Comment From: shmyer
I am not in a container environment. I am on a Linux VM on a VMWare Host. Could capabilities still be an issue here? I am currently on a 4.12 Linux kernel, which does not have the CHECKPOINT_RESTORE capability yet. It seems like on older Linux kernels the capability SYS_ADMIN is the one required for checkpoint/restore. I am using a non-root user.
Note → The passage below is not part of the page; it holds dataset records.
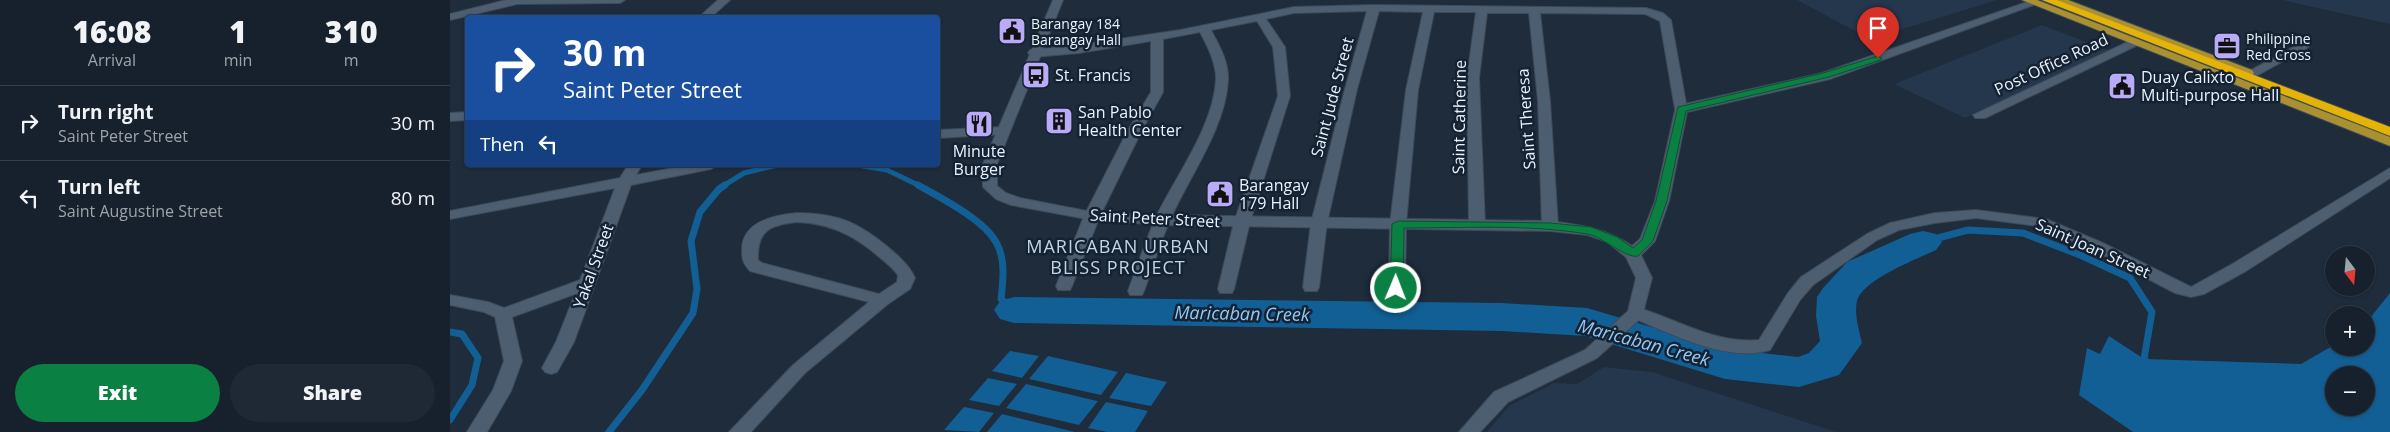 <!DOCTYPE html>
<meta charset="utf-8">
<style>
body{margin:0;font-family:"Open Sans",sans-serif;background:#1f2935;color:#f1f3f6;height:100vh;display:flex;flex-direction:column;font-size:19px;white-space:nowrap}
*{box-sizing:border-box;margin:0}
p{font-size:16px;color:#9ea3aa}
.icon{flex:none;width:28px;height:28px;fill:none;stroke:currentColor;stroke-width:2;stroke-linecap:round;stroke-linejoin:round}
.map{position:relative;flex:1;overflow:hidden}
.side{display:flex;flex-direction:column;background:#16212d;width:450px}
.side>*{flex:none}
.top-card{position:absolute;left:15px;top:15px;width:475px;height:152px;border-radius:5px;box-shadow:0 1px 4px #0004,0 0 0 1px #353e49;background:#1a4fa0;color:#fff;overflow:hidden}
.needle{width:32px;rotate:164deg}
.controls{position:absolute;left:1875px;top:246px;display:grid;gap:10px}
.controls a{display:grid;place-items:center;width:50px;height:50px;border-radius:50%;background:#16212d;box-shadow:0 1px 4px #0004,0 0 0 1px #353e49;font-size:25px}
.pin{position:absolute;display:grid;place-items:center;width:42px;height:42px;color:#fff;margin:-51px -21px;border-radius:50% 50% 50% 0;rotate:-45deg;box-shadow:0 0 5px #0007}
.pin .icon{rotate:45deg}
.me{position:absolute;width:55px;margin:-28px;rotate:1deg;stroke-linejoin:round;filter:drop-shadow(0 0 4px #0008)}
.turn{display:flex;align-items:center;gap:18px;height:105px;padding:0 15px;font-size:22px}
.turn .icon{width:65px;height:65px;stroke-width:2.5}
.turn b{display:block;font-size:35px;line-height:42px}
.then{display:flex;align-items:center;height:48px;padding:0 15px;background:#0003;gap:10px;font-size:19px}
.eta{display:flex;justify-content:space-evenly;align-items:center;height:85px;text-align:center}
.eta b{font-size:30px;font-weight:800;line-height:35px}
.primary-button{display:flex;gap:10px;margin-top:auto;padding:10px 15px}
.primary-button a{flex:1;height:58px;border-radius:30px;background:#0b8043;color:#fff;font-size:20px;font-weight:800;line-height:58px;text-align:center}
.primary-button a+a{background:#1f2935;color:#f1f3f6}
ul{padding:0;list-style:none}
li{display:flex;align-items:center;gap:15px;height:75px;padding:0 15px;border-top:1px solid #353e49}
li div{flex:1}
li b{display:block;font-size:19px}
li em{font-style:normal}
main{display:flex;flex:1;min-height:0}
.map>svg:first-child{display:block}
.built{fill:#24374c}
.water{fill:#115f95;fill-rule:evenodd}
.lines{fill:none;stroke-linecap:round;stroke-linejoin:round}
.stream-far1{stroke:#115f95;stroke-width:5}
.stream{stroke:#115f95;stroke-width:7}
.river{fill:#115f95;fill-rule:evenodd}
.street-casing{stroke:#3d4a58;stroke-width:2}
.secondary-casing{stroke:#3d4a58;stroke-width:2}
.primary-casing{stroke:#3d4a58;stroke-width:2}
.highway-casing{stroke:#3d4a58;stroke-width:2}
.street{fill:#4e5e71;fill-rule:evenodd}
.secondary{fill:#4e5e71;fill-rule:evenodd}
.primary{fill:#a99031;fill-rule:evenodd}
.highway{fill:#e5b206;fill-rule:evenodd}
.route{fill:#0b8043;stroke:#07532c}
.labels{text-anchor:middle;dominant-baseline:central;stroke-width:5;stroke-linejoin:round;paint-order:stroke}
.far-poi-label{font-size:14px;fill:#eaf3fe;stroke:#142232;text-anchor:start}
.street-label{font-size:16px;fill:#eaf3fe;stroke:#142232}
.poi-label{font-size:16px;fill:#eaf3fe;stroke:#142232;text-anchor:start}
.neighbourhood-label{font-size:18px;letter-spacing:1px;fill:#c2d4ea;stroke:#142232}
.water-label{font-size:18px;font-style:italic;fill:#94c9f7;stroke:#142232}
</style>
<main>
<section class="side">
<div class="eta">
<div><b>16:08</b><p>Arrival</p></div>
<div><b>1</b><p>min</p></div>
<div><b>310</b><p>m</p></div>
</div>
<ul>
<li><svg class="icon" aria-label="right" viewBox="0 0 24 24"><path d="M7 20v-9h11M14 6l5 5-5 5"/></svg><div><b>Turn right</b><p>Saint Peter Street</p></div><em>30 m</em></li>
<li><svg class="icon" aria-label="left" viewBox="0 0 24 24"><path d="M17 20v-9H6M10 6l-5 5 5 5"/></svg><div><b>Turn left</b><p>Saint Augustine Street</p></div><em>80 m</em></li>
</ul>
<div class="primary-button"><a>Exit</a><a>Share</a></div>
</section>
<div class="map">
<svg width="1940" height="432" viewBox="0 0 1940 432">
<rect width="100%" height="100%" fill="#1e2c3c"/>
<g class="built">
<path d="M1347,0H1547L1420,39Z"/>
<path d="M1832,0H1940V24Z"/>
<path d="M1592,25L1662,52L1515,118L1444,84Z"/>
<path d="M1154,367L1202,372L1386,432H1037L1059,406L1104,383L1127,384Z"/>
</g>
<g class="water">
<path d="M1940,293V432H1683L1629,395L1637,348L1650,354L1659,336L1694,359L1851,364L1884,345V348H1916V323ZM1884,375H1916V408H1884Z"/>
<path d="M560,351L589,356L572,378L542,371Z"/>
<path d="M598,356L668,372L651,395L579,379Z"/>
<path d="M676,373L717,382L701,406L659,398Z"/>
<path d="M538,378L567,384L549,406L519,400Z"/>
<path d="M576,384L647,401H648L629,425L556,408Z"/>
<path d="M656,402L698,411L685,432H657L638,428Z"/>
<path d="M514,407L544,413L529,432L494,430Z"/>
<path d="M552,414L625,432H537Z"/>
</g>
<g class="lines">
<g class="stream-far1">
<path d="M407,165L437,170L470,186"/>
<path d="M273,186L294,173L328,165"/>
</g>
<g class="stream">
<path d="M468,185C491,198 533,219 546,242C556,259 553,281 551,299L564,310"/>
<path d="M1473,242L1518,230L1573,233L1630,255L1680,278L1702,312L1694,359L1699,364"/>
<path d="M0,332L12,334L28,358L22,385L0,420"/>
<path d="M159,432L192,390L243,313L247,289L241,241L250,212L269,189L275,185"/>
</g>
<path class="river" d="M1473,231L1486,234L1492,242L1486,250C1467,259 1412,280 1407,301C1404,314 1409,330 1412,343L1389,375L1349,387L1275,379L1135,336L1051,331L564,323L550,319L544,310L550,301L564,297L1051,303L1137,308L1276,349L1348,357L1359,353L1370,341L1366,316L1367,297L1373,288L1397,262L1460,234Z"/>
<defs>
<g id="street">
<path d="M56,0H175L170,3L67,4L0,20V14Z"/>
<path d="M268,0H280L260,18H248Z"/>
<path d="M924,5L1196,8L1213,13L1221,20L1237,109L1231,113L1225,109L1210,21L1195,14L1090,13L1100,101L1108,226L1105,229H1095L1092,226L1088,101L1079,13H1037L1029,78L1035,225L1027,230L1022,228L1019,225L1017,78L1026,12H984L968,90L956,224L955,287L953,291H941L939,287L940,224L956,90L973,12L929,11L907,89L877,223L869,287L867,291H855L853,287L861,223L895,89L917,11L844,13L816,19L835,47L840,96L800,222L784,289L782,293H770L768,289L784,222L828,96L823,47L807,21L761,30C769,45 779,62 778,80C776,127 739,177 720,220C710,243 703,267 694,291L692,295H680L678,291C687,267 695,243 705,219C725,177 764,126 766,79C766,63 758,47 750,32L713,39V92L691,132L650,216L622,286L620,290H608L606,286L634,216L677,132L701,92V41L629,53L584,57L578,53L580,50L629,45L730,30L844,7Z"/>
<path d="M1686,38L1692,42L1690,44L1535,118H1525L1523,115Z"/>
<path d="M1853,42L1859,46L1857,48L1804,77L1800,78L1794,74Z"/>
<path d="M18,112V120L0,121V113Z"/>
<path d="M553,127L558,128L560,131L558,134L488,138V130Z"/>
<path d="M178,165H192L186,175L239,165H268L261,169L181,185L124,342L107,372L101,374L95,372L92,368L106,342L125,294L62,317L72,361L61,391L37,432H17L43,390L54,361L45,317L34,312L0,305V295L38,302L54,308L130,280L165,188L0,219V211L170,178Z"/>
<path d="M1940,168V178L1796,271L1754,294L1741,297L1725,293L1641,249L1588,226L1526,218L1485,223L1449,230L1427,240L1363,285L1350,300L1320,350C1275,363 1221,333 1180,317L1178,313L1180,309L1186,307C1227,319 1264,344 1309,340L1338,293L1351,277L1417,234L1440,223L1485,213L1526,210L1596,219L1653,243L1741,287L1784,263Z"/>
<path d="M347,213C364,213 381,215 397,221C417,229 457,258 465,278L460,289L438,304L355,373L301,432H279L343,365L419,302L300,271C293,263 292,260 292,250C292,221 325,215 347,213ZM347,222C389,224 412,241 442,268L448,275L447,282L429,294L312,263L308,260C307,230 320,225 347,222Z"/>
</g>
<path id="secondary" d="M603,0H613L547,164V186L556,193L570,198L642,212L713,215L1100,221C1131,225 1156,228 1182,246L1190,239L1205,201L1226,106L1372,73L1580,1L1585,0L1589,3L1380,79L1237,112L1219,201L1205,241L1191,255L1202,278L1192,317L1147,358L1058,402L1030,432H1009L1044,392L1135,350L1178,311L1186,278L1176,257L1157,242L1138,235L1100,231L713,225L642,220L561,205L546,199L533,187V164Z"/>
<g id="primary">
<path d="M1572,0H1587L1940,137V146Z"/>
<path d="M1603,0H1618L1802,70L1804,73L1802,76H1794Z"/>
</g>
<path id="highway" d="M1592,0H1607L1940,127V136Z"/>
</defs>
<use href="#street" class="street-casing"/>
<use href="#secondary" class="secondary-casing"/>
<use href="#primary" class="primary-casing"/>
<use href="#highway" class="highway-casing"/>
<use href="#street" class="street"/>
<use href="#secondary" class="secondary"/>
<use href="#primary" class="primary"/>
<use href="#highway" class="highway"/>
</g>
<path class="route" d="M1428,56L1432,58L1431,60L1379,77L1236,111L1217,201L1203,241L1188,256C1176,259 1152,236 1137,234C1077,224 1014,228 954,228L953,288L946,291L940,288L942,224L948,221L1100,223L1141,227L1167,237L1183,248L1192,240L1206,201L1228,107L1373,73Z"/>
<defs>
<symbol id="civic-square" viewBox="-11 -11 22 22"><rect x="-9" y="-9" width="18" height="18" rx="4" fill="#b9abf7" stroke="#142232"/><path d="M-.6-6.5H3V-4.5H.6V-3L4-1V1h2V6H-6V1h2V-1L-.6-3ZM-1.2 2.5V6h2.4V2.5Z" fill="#111"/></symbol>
<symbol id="office-square" viewBox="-11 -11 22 22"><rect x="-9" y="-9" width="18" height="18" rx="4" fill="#b9abf7" stroke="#142232"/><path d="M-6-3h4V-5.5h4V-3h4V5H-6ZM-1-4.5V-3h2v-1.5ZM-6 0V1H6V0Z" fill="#111"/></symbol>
<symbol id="bus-square" viewBox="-11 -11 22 22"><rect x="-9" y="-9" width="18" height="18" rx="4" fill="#b9abf7" stroke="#142232"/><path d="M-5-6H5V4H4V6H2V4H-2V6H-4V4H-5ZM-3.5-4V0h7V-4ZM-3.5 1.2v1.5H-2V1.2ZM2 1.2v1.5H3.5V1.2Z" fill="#111"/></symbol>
<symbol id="building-square" viewBox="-11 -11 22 22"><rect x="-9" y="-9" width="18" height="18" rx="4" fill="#b9abf7" stroke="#142232"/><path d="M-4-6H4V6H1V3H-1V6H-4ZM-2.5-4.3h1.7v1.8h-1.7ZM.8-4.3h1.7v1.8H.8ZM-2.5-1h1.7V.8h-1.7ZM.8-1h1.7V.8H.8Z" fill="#111"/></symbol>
<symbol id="restaurant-square" viewBox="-11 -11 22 22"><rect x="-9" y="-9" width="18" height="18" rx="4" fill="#b9abf7" stroke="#142232"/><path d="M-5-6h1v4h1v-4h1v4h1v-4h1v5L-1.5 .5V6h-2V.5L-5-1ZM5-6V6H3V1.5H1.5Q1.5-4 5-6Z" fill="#111"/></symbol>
</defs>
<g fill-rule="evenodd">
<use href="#civic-square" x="546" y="15" width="32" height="32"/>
<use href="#office-square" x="1761" y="30" width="32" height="32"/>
<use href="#bus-square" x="570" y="59" width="32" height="32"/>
<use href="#civic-square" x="1656" y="70" width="32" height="32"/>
<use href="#building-square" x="593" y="105" width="32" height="32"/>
<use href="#restaurant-square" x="513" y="108" width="32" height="32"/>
<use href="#civic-square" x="754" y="178" width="32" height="32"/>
</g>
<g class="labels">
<g class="far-poi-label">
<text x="581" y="23">Barangay 184<tspan x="581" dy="16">Barangay Hall</tspan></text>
<text x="1796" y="38">Philippine<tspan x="1796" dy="16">Red Cross</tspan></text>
</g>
<g class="street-label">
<text transform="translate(1601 64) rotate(-25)">Post Office Road</text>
<text transform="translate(882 97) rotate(-75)">Saint Jude Street</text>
<text transform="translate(1009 117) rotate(-89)">Saint Catherine</text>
<text transform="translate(1076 119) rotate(-94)">Saint Theresa</text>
<text transform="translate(705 218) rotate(3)">Saint Peter Street</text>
<text transform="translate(1643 248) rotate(24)">Saint Joan Street</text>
<text transform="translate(143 266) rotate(-70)">Yakal Street</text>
</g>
<g class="poi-label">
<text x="605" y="75">St. Francis</text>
<text x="1691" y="77">Duay Calixto<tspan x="1691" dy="18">Multi-purpose Hall</tspan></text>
<text x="628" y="112">San Pablo<tspan x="628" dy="18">Health Center</tspan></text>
<text x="529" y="151" text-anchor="middle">Minute<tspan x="529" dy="18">Burger</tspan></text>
<text x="789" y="185">Barangay<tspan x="789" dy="18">179 Hall</tspan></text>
</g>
<g class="neighbourhood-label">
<text x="668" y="246">MARICABAN URBAN<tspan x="668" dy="21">BLISS PROJECT</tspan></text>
</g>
<g class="water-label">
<text transform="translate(792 313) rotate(1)">Maricaban Creek</text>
<text transform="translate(1194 342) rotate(15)">Maricaban Creek</text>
</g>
</g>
</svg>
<div class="controls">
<a><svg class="needle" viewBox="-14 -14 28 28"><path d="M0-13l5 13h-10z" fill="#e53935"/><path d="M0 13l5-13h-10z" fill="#9ea3aa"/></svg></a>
<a>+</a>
<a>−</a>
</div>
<div class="pin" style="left:1428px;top:58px;background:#d93025"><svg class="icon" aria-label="arrive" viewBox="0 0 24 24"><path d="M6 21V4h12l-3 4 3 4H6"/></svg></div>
<svg class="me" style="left:946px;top:288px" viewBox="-20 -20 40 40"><circle r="17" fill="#0b8043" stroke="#fff" stroke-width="3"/><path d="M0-11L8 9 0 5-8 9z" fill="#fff"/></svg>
<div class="top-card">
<div class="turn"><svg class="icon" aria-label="right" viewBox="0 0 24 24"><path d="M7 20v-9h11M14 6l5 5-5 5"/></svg><div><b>30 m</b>Saint Peter Street</div></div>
<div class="then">Then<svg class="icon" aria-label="left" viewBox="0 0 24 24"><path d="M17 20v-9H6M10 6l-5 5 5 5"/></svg></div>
</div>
</div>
</main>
However, as far as I understood CRIU is nevertheless running as root, since one thing I had to let our sysadmins do was this here: https://docs.azul.com/core/crac/crac-debugging#failures-in-native-checkpoint-or-restore
sudo chown root:root /path/to/criu
sudo chmod u+s /path/to/criu
Without that it didn't get past the CRIU part of the restore. But according to my restore.log the CRIU part of the restore seems to be working now.
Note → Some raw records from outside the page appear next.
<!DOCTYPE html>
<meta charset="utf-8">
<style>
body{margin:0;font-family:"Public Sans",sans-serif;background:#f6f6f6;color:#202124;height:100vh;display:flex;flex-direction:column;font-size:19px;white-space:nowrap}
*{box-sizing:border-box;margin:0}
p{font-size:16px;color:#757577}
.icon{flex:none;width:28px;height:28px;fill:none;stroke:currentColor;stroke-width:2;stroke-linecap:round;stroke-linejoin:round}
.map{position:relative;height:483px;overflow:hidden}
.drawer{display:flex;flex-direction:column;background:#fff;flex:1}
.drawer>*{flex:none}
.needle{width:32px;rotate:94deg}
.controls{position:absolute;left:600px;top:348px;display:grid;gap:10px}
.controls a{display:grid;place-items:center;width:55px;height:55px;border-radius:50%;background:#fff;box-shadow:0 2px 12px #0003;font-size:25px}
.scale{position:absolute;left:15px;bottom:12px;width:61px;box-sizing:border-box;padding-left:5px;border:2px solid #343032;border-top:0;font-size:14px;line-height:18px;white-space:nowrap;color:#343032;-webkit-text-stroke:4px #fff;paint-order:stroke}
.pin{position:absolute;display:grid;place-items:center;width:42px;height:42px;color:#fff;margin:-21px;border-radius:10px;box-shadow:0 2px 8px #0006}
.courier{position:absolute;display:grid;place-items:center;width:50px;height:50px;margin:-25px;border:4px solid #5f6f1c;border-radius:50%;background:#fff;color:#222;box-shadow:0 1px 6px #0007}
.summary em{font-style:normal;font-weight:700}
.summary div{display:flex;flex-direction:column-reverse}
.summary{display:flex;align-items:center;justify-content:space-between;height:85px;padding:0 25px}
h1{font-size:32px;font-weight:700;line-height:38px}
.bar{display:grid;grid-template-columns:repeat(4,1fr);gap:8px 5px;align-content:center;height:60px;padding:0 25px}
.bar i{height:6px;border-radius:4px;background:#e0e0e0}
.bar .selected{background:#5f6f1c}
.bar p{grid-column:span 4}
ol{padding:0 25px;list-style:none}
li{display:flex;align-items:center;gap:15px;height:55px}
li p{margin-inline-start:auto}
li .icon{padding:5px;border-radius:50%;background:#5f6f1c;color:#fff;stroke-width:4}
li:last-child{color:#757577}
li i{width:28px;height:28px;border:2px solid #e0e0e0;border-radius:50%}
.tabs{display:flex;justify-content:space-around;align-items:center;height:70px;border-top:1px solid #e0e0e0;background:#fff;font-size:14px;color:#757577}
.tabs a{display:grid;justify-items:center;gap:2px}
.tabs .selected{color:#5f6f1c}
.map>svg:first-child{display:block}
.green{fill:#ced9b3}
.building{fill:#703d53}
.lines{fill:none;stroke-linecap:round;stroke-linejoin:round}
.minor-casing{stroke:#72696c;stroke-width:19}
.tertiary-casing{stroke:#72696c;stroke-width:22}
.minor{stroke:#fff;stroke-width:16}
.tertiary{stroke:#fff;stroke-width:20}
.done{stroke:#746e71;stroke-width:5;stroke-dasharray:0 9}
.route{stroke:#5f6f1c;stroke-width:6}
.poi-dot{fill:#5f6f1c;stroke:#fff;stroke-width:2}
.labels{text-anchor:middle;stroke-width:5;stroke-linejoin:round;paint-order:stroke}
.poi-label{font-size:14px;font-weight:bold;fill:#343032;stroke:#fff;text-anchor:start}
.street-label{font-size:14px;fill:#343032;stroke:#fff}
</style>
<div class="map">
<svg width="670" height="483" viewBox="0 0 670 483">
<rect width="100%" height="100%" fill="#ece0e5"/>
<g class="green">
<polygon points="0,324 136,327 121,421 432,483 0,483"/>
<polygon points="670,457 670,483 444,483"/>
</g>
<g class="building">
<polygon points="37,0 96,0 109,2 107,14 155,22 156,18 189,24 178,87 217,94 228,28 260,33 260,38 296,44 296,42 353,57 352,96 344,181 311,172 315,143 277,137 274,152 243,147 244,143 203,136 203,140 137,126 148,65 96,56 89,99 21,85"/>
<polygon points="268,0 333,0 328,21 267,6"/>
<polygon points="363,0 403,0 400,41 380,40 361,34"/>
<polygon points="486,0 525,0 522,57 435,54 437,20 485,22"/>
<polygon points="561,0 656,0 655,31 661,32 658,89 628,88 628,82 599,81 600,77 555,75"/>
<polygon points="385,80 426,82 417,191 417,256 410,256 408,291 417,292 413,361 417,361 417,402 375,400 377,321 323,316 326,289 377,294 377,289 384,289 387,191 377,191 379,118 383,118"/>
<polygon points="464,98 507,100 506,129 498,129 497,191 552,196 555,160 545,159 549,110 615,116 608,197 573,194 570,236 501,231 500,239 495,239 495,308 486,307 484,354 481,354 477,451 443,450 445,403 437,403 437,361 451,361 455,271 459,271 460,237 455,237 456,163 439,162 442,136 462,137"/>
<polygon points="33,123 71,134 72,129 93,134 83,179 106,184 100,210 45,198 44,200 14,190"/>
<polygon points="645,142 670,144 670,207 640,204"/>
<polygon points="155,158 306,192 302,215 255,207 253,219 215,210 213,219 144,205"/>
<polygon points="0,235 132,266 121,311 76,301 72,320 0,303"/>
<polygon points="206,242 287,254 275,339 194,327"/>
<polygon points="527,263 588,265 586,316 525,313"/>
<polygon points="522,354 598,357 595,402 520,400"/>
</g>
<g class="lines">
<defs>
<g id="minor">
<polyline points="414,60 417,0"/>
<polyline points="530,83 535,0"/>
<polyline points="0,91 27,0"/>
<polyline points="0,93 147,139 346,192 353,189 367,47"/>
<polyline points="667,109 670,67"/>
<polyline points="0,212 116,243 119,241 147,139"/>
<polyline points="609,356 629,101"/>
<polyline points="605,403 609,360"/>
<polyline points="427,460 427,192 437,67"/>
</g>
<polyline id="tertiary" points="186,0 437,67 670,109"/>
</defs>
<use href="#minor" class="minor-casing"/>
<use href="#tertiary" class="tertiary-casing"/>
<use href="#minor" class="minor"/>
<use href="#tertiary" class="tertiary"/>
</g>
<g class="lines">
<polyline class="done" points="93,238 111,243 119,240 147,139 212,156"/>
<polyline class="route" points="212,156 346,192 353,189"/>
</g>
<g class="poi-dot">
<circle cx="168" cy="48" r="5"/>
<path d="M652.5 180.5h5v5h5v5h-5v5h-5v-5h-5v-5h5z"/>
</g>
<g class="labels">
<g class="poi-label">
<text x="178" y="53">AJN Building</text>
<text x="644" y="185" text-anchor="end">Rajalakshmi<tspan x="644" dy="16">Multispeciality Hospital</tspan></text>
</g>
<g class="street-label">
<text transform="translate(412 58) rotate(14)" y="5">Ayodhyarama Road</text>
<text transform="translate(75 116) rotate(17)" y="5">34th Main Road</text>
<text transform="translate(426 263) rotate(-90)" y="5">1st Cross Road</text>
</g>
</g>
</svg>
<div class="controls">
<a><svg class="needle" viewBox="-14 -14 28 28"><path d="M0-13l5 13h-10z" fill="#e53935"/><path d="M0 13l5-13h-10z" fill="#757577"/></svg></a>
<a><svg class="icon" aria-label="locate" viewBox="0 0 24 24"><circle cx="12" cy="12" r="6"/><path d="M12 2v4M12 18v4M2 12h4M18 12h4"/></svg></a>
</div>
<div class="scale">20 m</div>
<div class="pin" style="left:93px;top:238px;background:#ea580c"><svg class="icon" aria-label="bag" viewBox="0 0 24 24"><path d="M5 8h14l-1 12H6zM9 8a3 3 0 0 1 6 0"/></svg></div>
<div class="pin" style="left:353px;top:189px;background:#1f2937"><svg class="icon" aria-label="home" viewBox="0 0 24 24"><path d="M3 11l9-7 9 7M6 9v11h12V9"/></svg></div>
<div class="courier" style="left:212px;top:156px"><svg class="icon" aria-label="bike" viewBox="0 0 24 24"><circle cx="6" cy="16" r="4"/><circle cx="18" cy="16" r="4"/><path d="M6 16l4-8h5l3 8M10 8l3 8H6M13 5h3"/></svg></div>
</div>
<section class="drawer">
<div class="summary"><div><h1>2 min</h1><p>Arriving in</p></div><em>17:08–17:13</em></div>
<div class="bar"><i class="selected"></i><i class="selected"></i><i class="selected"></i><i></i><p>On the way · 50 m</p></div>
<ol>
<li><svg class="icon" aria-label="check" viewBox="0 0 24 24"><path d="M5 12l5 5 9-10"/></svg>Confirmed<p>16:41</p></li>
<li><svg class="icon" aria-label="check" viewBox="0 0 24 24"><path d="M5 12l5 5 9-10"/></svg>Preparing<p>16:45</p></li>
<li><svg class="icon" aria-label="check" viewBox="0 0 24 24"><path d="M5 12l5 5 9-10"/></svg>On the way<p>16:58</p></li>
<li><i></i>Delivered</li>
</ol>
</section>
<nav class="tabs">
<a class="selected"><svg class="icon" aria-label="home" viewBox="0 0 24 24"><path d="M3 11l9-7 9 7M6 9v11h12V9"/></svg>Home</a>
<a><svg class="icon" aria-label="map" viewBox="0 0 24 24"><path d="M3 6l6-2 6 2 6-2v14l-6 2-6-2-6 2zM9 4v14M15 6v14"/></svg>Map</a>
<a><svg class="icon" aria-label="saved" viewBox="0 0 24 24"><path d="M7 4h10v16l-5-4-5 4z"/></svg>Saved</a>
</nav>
Yes, the file's location is the same during the creation of the checkpoint and during the restore. Yes, this Jar file is the executable JAR of my Spring Boot app.
Comment From: sdeleuze
Looks like more a JDK/CRaC level issue so not sure what we can do about it on Framework side, do you agree?
Comment From: spring-projects-issues
If you would like us to look at this issue, please provide the requested information. If the information is not provided within the next 7 days this issue will be closed.
Comment From: shmyer
I guess you're right. In the end I've decided to abandon my plans to use CRaC. It doesn't seem mature enough to me.